Department of Internal Medicine, Section on Nephrology, Wake Forest School of Medicine, Winston-Salem, North Carolina 27157-1053, USA.
Kidney Int. 2012 Oct;82(7):805-11. doi: 10.1038/ki.2012.217. Epub 2012 Jun 13.

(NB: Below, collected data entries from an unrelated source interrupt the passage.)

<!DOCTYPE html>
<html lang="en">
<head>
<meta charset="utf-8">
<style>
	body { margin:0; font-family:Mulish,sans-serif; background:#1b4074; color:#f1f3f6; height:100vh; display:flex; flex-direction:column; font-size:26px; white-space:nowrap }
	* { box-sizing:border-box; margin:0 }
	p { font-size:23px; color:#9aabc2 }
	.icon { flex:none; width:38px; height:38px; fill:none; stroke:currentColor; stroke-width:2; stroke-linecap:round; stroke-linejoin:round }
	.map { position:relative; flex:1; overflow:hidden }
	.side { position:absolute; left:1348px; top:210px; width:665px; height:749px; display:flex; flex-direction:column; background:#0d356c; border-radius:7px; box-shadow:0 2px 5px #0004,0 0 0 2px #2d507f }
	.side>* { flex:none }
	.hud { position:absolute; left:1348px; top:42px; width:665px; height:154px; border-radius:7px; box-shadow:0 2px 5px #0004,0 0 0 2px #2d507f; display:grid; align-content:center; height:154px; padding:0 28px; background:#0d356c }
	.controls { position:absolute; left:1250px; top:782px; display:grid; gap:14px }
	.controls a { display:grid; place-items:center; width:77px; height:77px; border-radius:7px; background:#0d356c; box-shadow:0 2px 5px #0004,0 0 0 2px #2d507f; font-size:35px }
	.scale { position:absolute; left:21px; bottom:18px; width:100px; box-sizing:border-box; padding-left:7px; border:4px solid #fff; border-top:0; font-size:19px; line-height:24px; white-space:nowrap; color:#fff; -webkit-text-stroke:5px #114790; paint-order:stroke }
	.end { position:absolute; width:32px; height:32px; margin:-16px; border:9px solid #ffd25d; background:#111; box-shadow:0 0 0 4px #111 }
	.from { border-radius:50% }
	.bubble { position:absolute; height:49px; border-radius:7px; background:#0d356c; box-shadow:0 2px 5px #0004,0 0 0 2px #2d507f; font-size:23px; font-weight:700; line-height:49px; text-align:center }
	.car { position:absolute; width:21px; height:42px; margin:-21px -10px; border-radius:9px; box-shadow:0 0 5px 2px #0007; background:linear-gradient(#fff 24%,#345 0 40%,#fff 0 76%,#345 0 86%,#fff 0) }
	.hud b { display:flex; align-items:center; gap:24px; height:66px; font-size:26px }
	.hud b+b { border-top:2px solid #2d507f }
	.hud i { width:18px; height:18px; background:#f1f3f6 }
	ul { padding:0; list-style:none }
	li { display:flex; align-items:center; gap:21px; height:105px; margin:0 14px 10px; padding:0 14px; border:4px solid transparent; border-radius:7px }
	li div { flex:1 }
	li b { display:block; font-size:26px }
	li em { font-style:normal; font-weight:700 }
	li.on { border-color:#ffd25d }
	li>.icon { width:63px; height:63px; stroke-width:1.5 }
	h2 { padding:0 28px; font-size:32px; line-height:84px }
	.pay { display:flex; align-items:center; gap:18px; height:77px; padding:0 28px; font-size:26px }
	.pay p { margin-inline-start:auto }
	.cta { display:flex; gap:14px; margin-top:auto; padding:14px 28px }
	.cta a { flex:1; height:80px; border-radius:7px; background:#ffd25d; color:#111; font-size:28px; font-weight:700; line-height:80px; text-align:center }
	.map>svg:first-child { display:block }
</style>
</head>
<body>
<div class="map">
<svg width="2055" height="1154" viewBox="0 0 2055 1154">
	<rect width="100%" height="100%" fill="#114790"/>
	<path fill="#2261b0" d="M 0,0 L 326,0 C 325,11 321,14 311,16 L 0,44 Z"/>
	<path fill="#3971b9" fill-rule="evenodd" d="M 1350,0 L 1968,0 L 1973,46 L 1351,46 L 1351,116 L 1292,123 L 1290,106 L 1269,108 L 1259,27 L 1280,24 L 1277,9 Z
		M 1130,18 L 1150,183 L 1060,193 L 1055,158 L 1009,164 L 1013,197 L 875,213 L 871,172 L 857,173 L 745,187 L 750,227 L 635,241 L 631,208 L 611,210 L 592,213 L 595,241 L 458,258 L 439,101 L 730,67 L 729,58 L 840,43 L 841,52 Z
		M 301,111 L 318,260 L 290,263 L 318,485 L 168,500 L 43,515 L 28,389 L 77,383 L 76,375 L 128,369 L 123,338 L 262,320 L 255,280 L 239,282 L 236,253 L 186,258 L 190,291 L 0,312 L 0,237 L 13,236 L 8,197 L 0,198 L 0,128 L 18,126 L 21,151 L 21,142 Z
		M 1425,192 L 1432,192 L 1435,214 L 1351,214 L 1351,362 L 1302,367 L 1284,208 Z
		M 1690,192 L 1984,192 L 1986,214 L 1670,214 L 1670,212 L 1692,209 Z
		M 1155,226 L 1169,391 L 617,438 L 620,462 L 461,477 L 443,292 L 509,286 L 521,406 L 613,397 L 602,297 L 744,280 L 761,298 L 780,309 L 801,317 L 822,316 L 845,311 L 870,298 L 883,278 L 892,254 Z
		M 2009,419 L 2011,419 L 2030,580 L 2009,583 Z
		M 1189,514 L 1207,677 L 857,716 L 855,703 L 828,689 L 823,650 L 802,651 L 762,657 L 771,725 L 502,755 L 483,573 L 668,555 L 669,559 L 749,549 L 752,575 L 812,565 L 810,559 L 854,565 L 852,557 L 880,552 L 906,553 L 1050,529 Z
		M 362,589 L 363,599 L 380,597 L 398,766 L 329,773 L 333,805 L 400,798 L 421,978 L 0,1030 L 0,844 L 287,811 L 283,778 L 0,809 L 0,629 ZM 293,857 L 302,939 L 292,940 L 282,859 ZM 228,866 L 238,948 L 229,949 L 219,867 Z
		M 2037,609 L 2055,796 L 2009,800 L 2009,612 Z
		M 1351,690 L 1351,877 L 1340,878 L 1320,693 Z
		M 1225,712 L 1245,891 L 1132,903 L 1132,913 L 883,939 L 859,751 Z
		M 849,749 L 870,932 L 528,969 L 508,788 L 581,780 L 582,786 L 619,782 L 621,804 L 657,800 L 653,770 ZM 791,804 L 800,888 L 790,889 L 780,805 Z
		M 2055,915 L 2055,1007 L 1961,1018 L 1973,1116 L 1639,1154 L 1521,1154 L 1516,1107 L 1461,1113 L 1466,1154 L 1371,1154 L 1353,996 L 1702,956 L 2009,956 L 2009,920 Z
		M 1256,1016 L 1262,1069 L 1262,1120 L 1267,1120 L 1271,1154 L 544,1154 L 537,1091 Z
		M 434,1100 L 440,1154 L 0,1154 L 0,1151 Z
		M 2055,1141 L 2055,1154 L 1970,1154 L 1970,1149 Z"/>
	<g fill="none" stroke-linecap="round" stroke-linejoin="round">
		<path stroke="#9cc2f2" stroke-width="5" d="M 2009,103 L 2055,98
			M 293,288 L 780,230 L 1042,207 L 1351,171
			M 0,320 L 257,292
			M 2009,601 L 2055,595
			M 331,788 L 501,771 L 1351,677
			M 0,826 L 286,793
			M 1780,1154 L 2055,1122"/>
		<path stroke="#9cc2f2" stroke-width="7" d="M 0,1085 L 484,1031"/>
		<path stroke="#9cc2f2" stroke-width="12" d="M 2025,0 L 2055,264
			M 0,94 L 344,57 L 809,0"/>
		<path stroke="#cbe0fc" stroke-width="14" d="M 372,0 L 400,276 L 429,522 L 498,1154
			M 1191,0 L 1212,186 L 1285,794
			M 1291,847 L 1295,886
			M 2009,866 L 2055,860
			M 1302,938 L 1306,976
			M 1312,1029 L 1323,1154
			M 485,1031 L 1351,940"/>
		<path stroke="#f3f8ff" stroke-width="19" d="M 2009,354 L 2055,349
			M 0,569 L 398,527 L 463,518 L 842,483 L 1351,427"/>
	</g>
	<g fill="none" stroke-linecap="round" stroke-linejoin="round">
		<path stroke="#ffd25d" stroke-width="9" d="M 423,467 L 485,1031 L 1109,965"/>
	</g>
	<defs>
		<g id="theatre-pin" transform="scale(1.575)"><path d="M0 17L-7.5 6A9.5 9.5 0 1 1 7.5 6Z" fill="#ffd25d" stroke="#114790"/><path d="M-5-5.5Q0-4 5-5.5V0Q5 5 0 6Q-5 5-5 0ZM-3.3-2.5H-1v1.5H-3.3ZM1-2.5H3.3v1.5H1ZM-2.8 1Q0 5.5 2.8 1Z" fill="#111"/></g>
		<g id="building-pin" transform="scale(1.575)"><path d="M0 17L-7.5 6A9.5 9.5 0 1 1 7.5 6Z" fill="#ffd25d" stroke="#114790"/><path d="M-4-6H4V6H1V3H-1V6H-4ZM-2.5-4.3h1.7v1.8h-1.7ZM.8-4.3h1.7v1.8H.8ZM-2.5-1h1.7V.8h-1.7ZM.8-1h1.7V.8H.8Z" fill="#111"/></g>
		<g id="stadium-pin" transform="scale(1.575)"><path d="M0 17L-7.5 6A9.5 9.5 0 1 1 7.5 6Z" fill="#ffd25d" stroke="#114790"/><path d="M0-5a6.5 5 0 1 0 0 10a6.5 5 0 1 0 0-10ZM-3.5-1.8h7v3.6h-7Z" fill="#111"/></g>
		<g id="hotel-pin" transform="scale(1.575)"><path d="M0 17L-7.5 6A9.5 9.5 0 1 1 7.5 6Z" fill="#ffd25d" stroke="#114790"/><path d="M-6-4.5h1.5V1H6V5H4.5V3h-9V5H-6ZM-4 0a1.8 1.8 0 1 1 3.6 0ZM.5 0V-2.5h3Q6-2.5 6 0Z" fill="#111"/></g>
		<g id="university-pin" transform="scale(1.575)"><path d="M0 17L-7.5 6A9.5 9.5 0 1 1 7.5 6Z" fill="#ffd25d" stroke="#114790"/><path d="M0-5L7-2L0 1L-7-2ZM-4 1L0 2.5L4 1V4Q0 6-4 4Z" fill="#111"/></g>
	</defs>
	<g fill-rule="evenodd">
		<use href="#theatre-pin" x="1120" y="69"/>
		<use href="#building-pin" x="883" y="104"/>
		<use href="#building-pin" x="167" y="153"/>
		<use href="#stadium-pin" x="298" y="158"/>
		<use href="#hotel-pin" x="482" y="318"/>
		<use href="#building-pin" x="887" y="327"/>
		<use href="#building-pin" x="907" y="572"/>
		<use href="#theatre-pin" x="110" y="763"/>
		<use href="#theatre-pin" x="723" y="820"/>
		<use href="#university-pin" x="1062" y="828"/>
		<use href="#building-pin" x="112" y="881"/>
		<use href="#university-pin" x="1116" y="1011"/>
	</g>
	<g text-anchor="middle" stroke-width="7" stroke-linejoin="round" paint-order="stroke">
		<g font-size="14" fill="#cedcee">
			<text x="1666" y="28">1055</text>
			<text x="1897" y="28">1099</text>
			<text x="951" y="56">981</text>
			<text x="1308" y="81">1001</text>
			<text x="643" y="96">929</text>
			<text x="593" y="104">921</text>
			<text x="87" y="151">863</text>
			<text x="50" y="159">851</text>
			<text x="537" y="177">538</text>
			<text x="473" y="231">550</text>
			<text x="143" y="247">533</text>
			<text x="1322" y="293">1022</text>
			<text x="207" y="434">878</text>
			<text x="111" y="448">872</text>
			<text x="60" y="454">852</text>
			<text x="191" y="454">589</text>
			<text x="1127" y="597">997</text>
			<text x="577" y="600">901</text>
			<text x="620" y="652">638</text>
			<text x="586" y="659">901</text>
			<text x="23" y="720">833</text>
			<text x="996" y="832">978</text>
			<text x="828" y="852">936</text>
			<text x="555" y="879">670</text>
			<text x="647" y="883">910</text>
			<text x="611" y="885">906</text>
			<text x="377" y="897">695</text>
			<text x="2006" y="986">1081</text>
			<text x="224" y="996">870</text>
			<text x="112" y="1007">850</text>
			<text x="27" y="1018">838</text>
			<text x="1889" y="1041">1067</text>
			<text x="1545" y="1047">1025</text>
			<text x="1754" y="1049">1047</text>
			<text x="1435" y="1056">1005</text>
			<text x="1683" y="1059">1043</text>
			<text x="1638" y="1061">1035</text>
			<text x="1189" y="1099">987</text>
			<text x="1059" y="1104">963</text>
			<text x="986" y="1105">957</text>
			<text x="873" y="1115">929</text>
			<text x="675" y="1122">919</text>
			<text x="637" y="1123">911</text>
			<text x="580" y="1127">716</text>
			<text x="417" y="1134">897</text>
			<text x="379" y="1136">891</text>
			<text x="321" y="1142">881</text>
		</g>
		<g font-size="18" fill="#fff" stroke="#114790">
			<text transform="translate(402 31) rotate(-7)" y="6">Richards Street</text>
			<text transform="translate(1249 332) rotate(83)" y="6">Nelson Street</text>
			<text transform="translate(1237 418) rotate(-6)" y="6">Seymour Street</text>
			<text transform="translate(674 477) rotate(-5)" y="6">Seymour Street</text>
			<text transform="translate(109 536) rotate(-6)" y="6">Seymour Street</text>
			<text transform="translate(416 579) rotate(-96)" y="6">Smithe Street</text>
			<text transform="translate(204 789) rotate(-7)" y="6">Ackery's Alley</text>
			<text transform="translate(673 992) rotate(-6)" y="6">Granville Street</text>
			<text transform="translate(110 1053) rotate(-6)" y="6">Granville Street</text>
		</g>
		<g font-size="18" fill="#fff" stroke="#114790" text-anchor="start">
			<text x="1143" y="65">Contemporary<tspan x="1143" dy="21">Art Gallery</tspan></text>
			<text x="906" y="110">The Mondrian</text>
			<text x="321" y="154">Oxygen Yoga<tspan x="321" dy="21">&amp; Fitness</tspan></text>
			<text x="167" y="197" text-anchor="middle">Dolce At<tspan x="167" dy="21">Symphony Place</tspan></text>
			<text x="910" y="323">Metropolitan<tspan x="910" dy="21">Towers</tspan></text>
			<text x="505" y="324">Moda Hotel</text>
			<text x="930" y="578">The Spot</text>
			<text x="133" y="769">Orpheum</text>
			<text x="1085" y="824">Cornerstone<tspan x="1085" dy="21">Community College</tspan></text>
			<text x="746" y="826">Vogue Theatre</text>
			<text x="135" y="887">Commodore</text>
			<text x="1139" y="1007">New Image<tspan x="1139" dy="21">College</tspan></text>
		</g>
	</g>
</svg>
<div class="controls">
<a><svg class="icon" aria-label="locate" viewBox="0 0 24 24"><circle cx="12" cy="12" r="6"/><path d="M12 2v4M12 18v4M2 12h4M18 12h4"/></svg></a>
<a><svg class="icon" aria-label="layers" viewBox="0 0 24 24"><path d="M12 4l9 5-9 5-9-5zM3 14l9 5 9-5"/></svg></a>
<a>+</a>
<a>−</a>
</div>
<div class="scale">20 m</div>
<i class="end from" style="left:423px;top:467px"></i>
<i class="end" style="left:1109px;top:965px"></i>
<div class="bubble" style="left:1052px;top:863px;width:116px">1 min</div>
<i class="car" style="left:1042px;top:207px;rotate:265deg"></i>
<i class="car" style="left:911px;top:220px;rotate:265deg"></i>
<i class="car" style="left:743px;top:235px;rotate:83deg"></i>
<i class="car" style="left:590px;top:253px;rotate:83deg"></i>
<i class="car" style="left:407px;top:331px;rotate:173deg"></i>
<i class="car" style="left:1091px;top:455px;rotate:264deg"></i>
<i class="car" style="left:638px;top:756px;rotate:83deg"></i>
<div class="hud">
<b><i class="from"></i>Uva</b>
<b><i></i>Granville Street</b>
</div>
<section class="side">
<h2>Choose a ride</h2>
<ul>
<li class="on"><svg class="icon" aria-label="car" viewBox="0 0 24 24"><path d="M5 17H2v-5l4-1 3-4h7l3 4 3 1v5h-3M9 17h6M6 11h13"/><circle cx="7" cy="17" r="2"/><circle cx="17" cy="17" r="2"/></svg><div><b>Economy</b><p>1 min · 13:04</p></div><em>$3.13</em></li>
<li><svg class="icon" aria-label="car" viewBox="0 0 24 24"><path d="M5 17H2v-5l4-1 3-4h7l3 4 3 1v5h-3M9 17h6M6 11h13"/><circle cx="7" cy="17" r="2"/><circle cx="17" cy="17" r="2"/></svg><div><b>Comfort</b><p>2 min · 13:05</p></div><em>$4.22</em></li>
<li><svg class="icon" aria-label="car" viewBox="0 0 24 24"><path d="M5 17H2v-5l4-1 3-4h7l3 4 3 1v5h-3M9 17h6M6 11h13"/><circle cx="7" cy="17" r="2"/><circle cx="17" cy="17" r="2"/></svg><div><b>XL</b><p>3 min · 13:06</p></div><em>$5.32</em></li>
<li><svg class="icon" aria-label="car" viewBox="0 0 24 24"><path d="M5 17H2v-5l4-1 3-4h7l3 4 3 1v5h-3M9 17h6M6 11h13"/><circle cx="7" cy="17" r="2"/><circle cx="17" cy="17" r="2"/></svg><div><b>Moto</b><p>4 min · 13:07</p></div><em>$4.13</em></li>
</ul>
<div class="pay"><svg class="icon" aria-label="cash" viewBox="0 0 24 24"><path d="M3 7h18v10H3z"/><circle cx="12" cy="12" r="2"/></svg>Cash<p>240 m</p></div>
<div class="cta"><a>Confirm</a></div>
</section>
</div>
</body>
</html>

Familial aggregation of non-diabetic end-stage renal disease (ESRD) is found in African Americans and variants in the apolipoprotein L1 gene (APOL1) contribute to this risk. To detect genetic associations with milder forms of nephropathy in the high-risk families, analyses were performed using generalized estimating equations to assess relationships between kidney disease phenotypes and APOL1 variants in 786 relatives of 470 families. Adjusting for familial correlations, 23.1, 46.7, and 30.2% of genotyped relatives possessed two, one, or no APOL1 risk variants, respectively. Relatives with two compared with one or no risk variants had statistically indistinguishable median systolic blood pressure, urine albumin to creatinine ratio, estimated glomerular filtration rate (GFR; MDRD equation), and serum cystatin C levels. After adjusting for age, gender, age at ESRD in families, and African ancestry, significant associations were detected between APOL1 with overt proteinuria and estimated GFR (CKD-EPI equation), with a trend toward significance for quantitative albuminuria. Thus, relatives of African Americans with non-diabetic ESRD are enriched for APOL1 risk variants. After adjustment, two APOL1 risk variants weakly predict mild forms of kidney disease. Second hits appear necessary for the initiation of APOL1-associated nephropathy.
非糖尿病终末期肾病(ESRD)在非裔美国人中存在家族聚集现象,载脂蛋白 L1 基因(APOL1)的变异与此风险有关。为了在高危家族中检测与轻度肾病相关的遗传关联,使用广义估计方程对 470 个家族的 786 名亲属的肾脏疾病表型与 APOL1 变异之间的关系进行了分析。调整家族相关性后,分别有 23.1%、46.7%和 30.2%的基因分型亲属具有两个、一个或没有 APOL1 风险变异。与一个或没有风险变异的亲属相比,具有两个风险变异的亲属的收缩压、尿白蛋白与肌酐比值、估计肾小球滤过率(MDRD 方程)和血清胱抑素 C 水平无统计学差异。在调整年龄、性别、家族中 ESRD 的年龄和非洲裔祖先后,APOL1 与显性蛋白尿和估计肾小球滤过率(CKD-EPI 方程)之间存在显著关联,与定量白蛋白尿呈显著趋势。因此,非糖尿病 ESRD 的非裔美国人亲属中富含 APOL1 风险变异。调整后,两个 APOL1 风险变异可弱预测轻度肾病。第二击似乎是 APOL1 相关肾病发生的必要条件。